According to Britannica, Helge and Anne Ingstad discovered “the remains of a Viking encampment that they were able to date to the year 1000,” almost 500 years before Columbus’ landing on islands in the Bahamas (rather than on the mainland of North America).[1] The Graenlendinga Saga (Saga of the Greenlanders) has Bjarni Herjólfsson as the first European to see mainland North America in 985. At around the year 1000 CE, Leif Eriksonn, son of Erik the Red, “is reported to have led an expedition in search of the land sighted by Herjólfsson,” according to Eiríks Saga Rauda.[2] This is consistent with the empirical evidence found in Newfoundland.  Leif Eriksonn “found an icy barren land he called Helluland (“Land of Flat Rocks”) before eventually travelling south and finding Vinland (“Land of Wine”).[3] Later, Leif’s brothers travelled to Vinland, where their expedition stayed for three years. This is certainly sufficient to refer to the holiday on October 12th as “Vikings’ Day,” or “Eriksonn Day,” which would cover the brothers too. Columbus Day has been antiquated by the discovery of Viking artifacts on the mainland of North America, in Newfoundland, which is a lot closer to where the Puritans settled than is the Caribbean islands, which of course are not on the mainland of North America.

To be sure, the peoples who came to be known as American Indians by the Europeans had come to North America thousands of years earlier, and thus were not indigenous either, could be said to have been the first people to discover America, from the vantage point of Asia rather than Europe. But those people emigrated gradually from east Asia over a land-bridge that extended back then westward from Alaska, rather than coming over after an expedition of discovery. In any case, the word “Indigenous” can be struck from “Indigenous Peoples” Day for greater accuracy.

In short, Vikings Day can safely, from the perspective of the hyperactive ideologies, be used for the holiday, as there is no evidence that the Vikings in the eleventh century mistreated any of the earlier arrivals from Asia. The dialectic of Columbus Day and American Indians Day can thus be done away with at a higher level of historical accuracy.

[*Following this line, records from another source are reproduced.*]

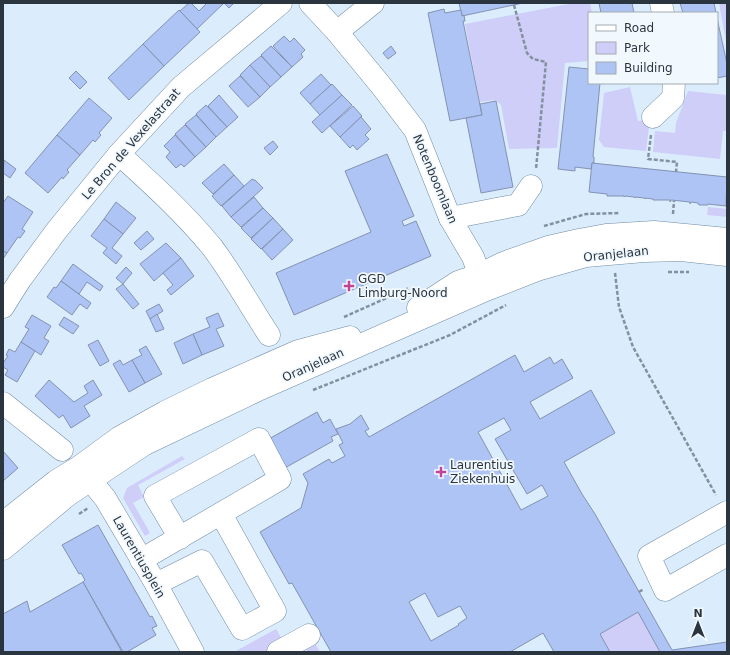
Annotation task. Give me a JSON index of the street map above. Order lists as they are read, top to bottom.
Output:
{
  "streets": {
    "street": [
      "Le Bron de Vexelastraat",
      "Notenboomlaan",
      "Oranjelaan",
      "Laurentiusplein"
    ]
  },
  "crossings": [
    ["Notenboomlaan", "Oranjelaan"],
    ["Oranjelaan", "Laurentiusplein"]
  ],
  "places": {
    "health": ["GGD Limburg-Noord", "Laurentius Ziekenhuis"]
  },
  "legend": ["Road", "Park", "Building"],
  "north": "top"
}
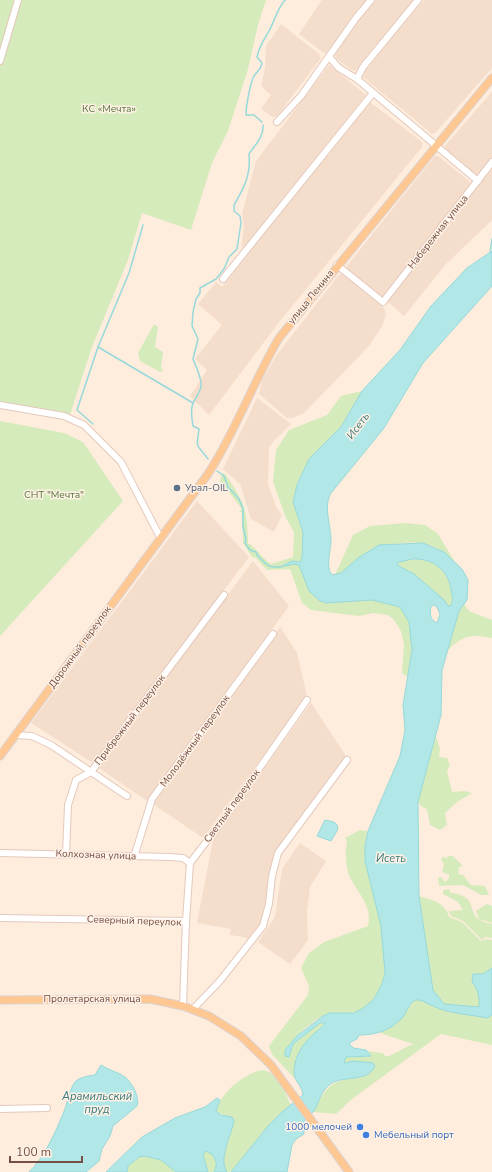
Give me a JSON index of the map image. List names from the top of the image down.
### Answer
{
  "streets": {
    "main road": ["улица Ленина", "Дорожный переулок", "Пролетарская улица"],
    "street": [
      "Набережная улица",
      "Прибрежный переулок",
      "Молодёжный переулок",
      "Светлый переулок",
      "Колхозная улица",
      "Северный переулок"
    ]
  },
  "crossings": [
    ["Набережная улица", "улица Ленина"],
    ["улица Ленина", "Дорожный переулок"],
    ["Прибрежный переулок", "Колхозная улица"],
    ["Молодёжный переулок", "Колхозная улица"],
    ["Светлый переулок", "Колхозная улица"],
    ["Северный переулок", "Пролетарская улица"]
  ],
  "water": ["Исеть", "Арамильский пруд"],
  "parks": ["КС «Мечта»", "СНТ \"Мечта\""],
  "places": ["Урал-OIL", "1000 мелочей", "Мебельный порт"],
  "scale_bar": "100 m"
}
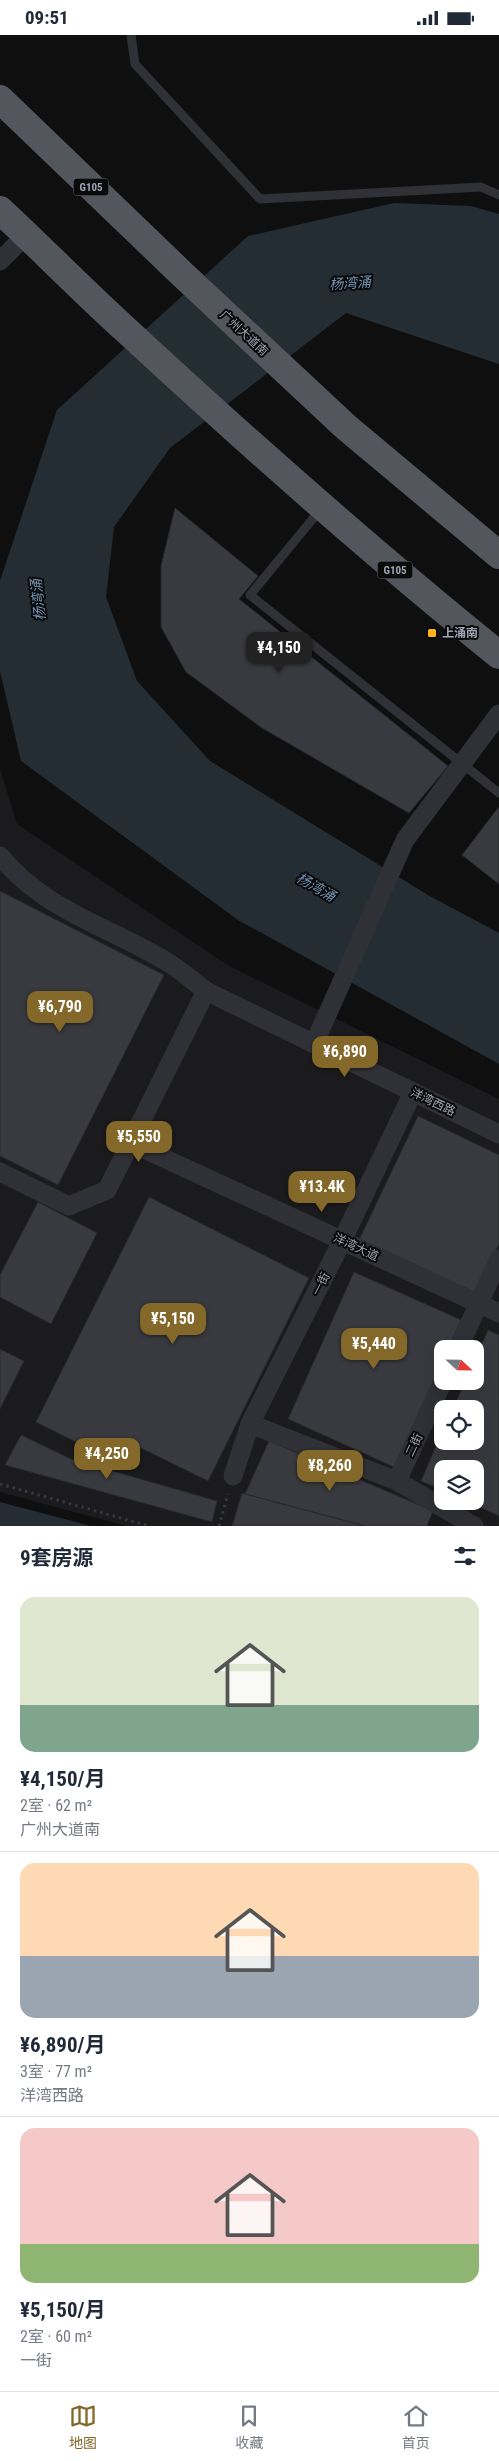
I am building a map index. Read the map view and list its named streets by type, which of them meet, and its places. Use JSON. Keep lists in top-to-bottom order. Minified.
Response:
{"streets":{"highway":["G105","广州大道南"],"street":["洋湾西路","洋湾大道","一街","二街"]},"crossings":[["洋湾西路","一街"],["洋湾大道","一街"]],"water":["杨湾涌"],"places":{"transit":["上涌南"]},"north":"right","page":{"status":"09:51","price":["¥4,150","¥6,790","¥6,890","¥5,550","¥13.4K","¥5,150","¥5,440","¥4,250","¥8,260"],"heading":"9套房源","list":[{"name":"¥4,150/月","note":"2室 · 62 m² · 广州大道南"},{"name":"¥6,890/月","note":"3室 · 77 m² · 洋湾西路"},{"name":"¥5,150/月","note":"2室 · 60 m² · 一街"}],"tabs":["地图","收藏","首页"]}}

The role of ideology in making and remaking holidays in the U.S. can be seen as it has played out at universities located in different member states. At Harvard, which is located in Massachusetts, classes and offices were closed on “Indigenous Peoples Day” on October 12, 2024, without any mention of “Columbus Day” in the academic calendar. The ideological preference is clear not only in which name the university used for the holiday (rather than using both names), but also in the fact that the university did not cancel classes for Veterans Day. Universities in the militaristic member-state of Arizona had classes on Columbus Day but not on Veterans Day.  Whereas Harvard kept its libraries open on “Indigenous Peoples Day,” public universities in Arizona did not even do that for Veterans Day, in spite of the fact that students would obviously be studying on a one-day break from classes. Harvard is typically compared with Yale. Not even Yale cancelled classes on October 12th (or on Veterans Day); instead, Yale, unlike Harvard, had a fall break of one week in October, which did not include Columbus Day.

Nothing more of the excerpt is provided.